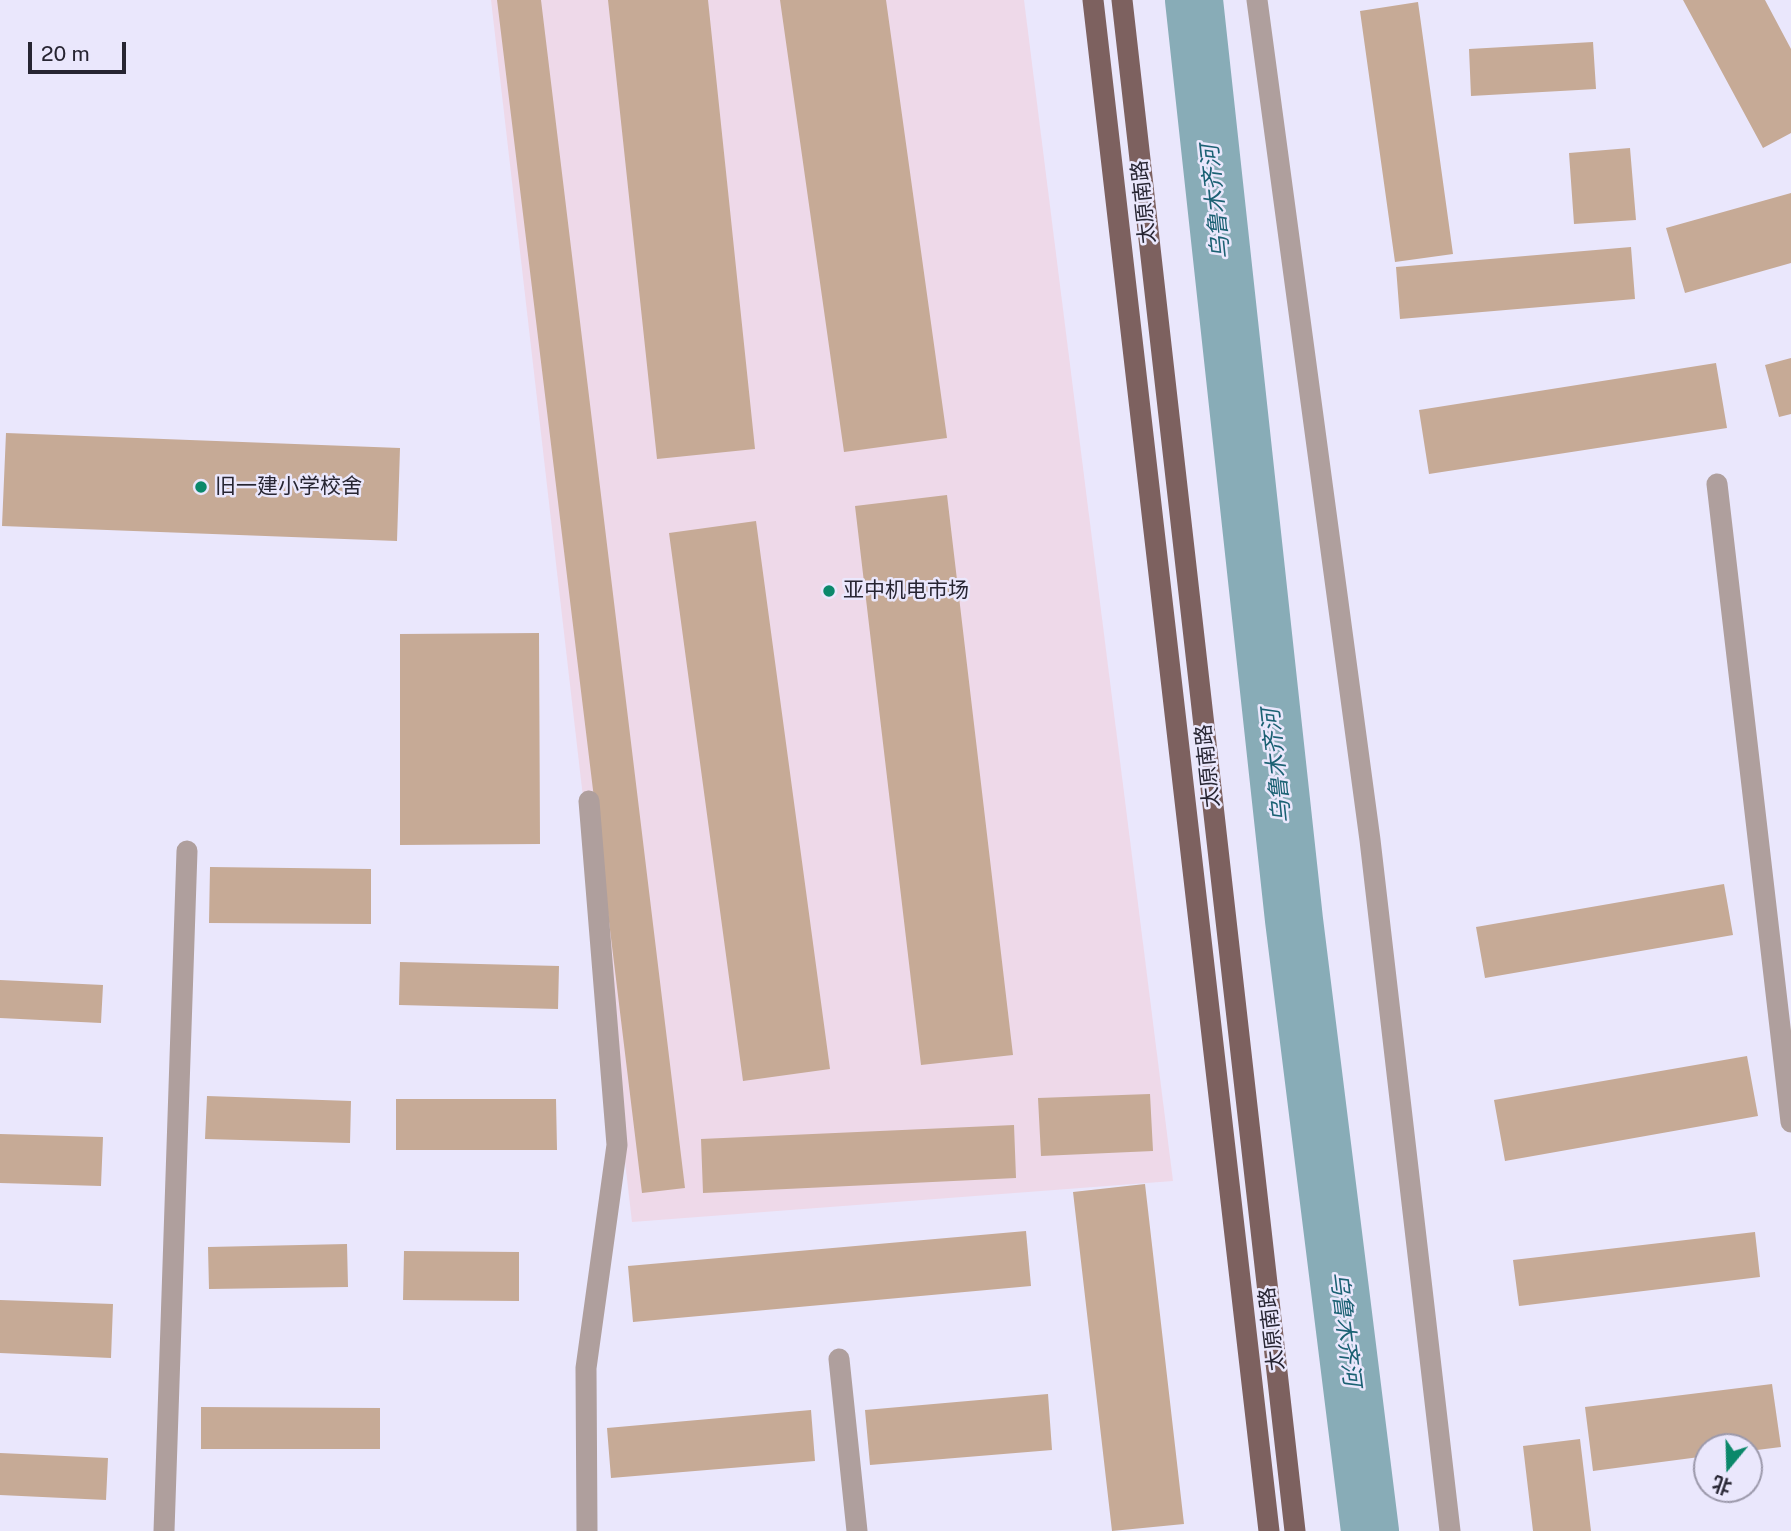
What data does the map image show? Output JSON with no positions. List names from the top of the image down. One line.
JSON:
{"streets":{"main road":["太原南路"]},"water":["乌鲁木齐河"],"places":["旧一建小学校舍","亚中机电市场"],"scale_bar":"20 m","north":"bottom"}
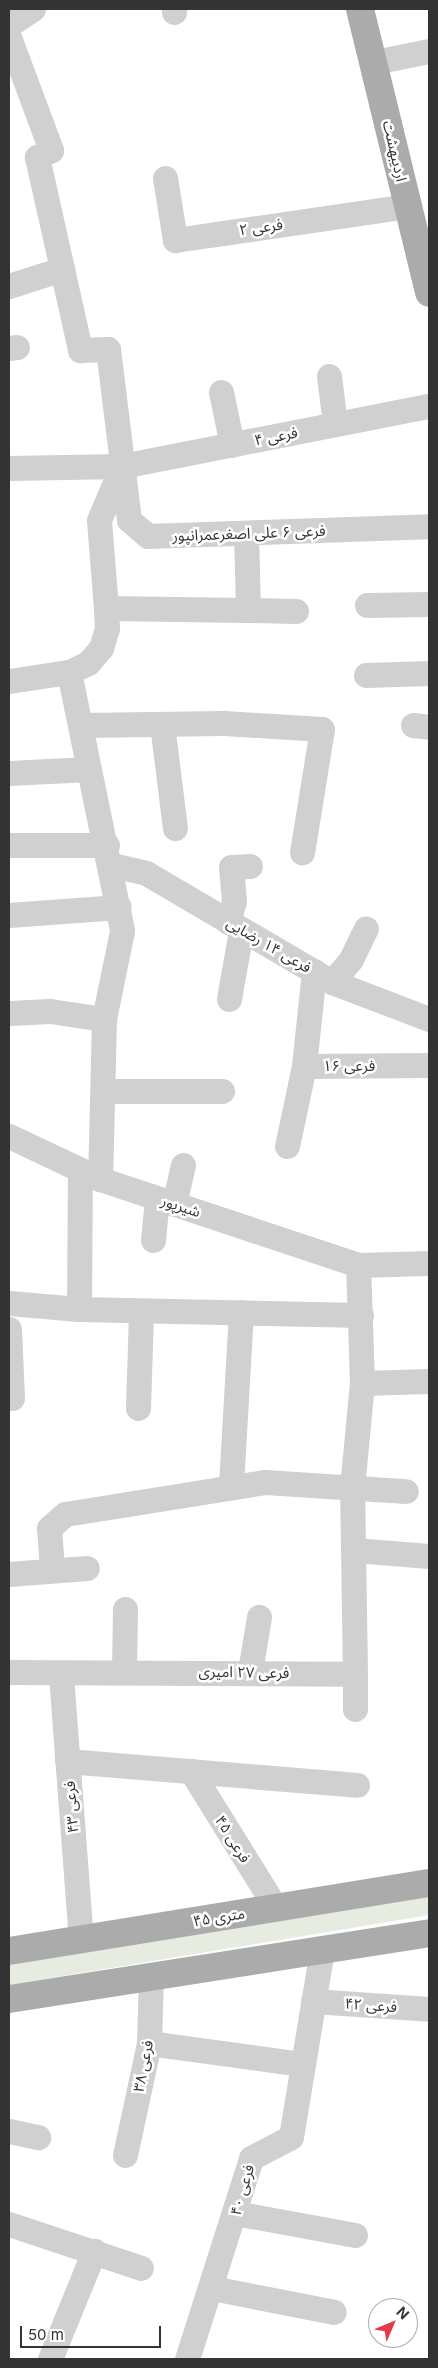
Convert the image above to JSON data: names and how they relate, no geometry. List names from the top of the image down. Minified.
{"streets":{"main road":["اردیبهشت","۴۵ متری"],"street":["فرعی ۲","فرعی ۴","فرعی ۶ علی اصغرعمرانپور","فرعی ۱۴ رضایی","فرعی ۱۶","شیرپور","فرعی ۲۷ امیری","فرعی ۴۳","فرعی ۴۵","فرعی ۴۲","فرعی ۳۸","فرعی ۴۰"]},"crossings":[["اردیبهشت","فرعی ۲"],["فرعی ۴","فرعی ۶ علی اصغرعمرانپور"],["فرعی ۱۴ رضایی","فرعی ۱۶"],["فرعی ۲۷ امیری","فرعی ۴۳"],["فرعی ۴۳","۴۵ متری"],["فرعی ۴۵","۴۵ متری"],["فرعی ۴۲","فرعی ۴۰"]],"scale_bar":"50 m","north":"top right"}
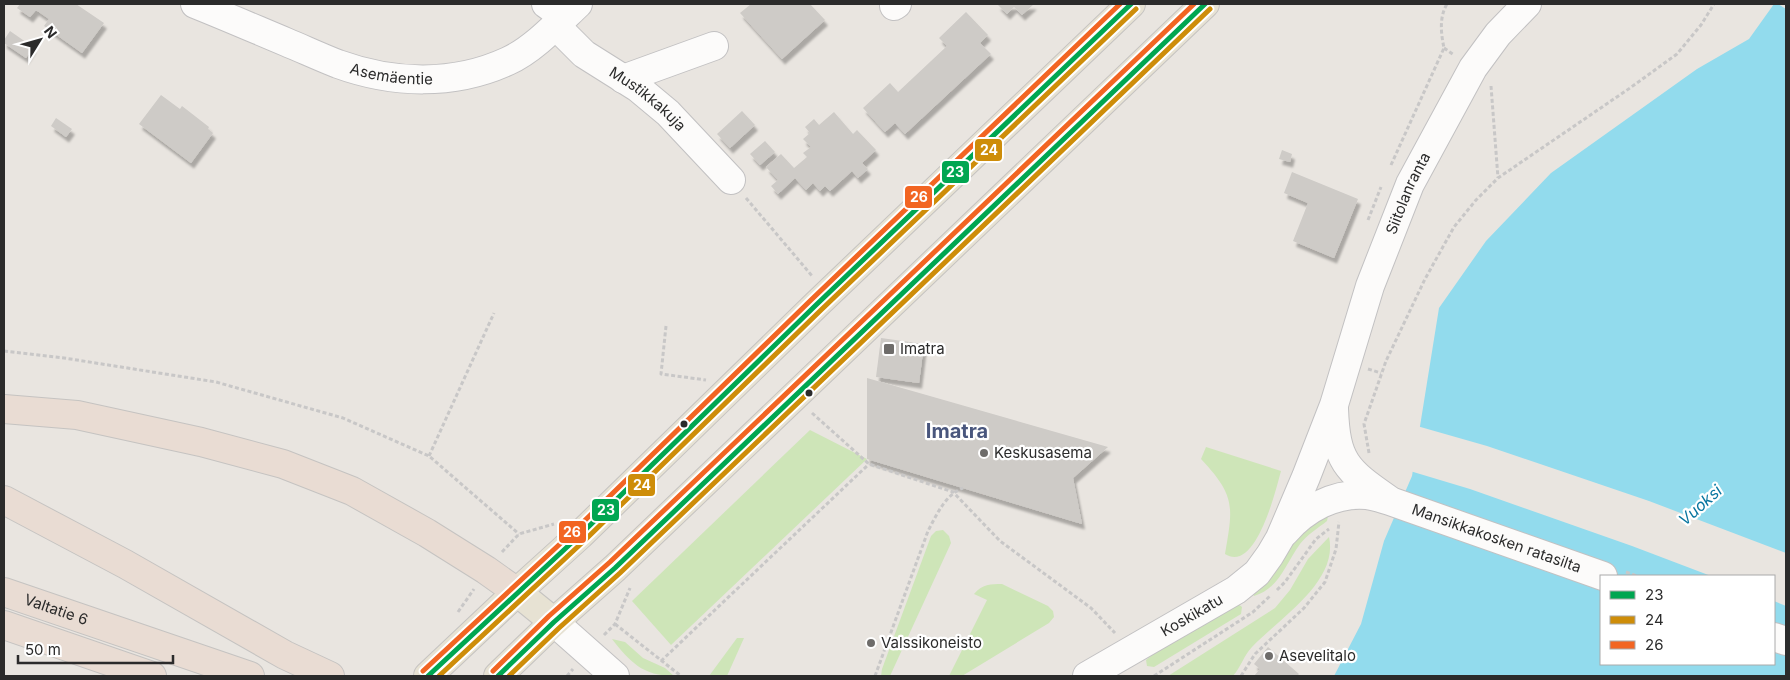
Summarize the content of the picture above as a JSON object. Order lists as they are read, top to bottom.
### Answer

» EXERCISE GOAL:
Set down the records exactly, without the pictures.

» EXERCISE RESPONSE:
What data does the map image show? Output JSON with no positions. List names from the top of the image down. One line.
JSON:
{"streets":{"main road":["太原南路"]},"water":["乌鲁木齐河"],"places":["旧一建小学校舍","亚中机电市场"],"scale_bar":"20 m","north":"bottom"}
Convert the image above to JSON data: names and how they relate, no geometry. List names from the top of the image down. Minified.
{"streets":{"main road":["اردیبهشت","۴۵ متری"],"street":["فرعی ۲","فرعی ۴","فرعی ۶ علی اصغرعمرانپور","فرعی ۱۴ رضایی","فرعی ۱۶","شیرپور","فرعی ۲۷ امیری","فرعی ۴۳","فرعی ۴۵","فرعی ۴۲","فرعی ۳۸","فرعی ۴۰"]},"crossings":[["اردیبهشت","فرعی ۲"],["فرعی ۴","فرعی ۶ علی اصغرعمرانپور"],["فرعی ۱۴ رضایی","فرعی ۱۶"],["فرعی ۲۷ امیری","فرعی ۴۳"],["فرعی ۴۳","۴۵ متری"],["فرعی ۴۵","۴۵ متری"],["فرعی ۴۲","فرعی ۴۰"]],"scale_bar":"50 m","north":"top right"}
Summarize the content of the picture above as a JSON object. Order lists as they are read, top to bottom.
### Answer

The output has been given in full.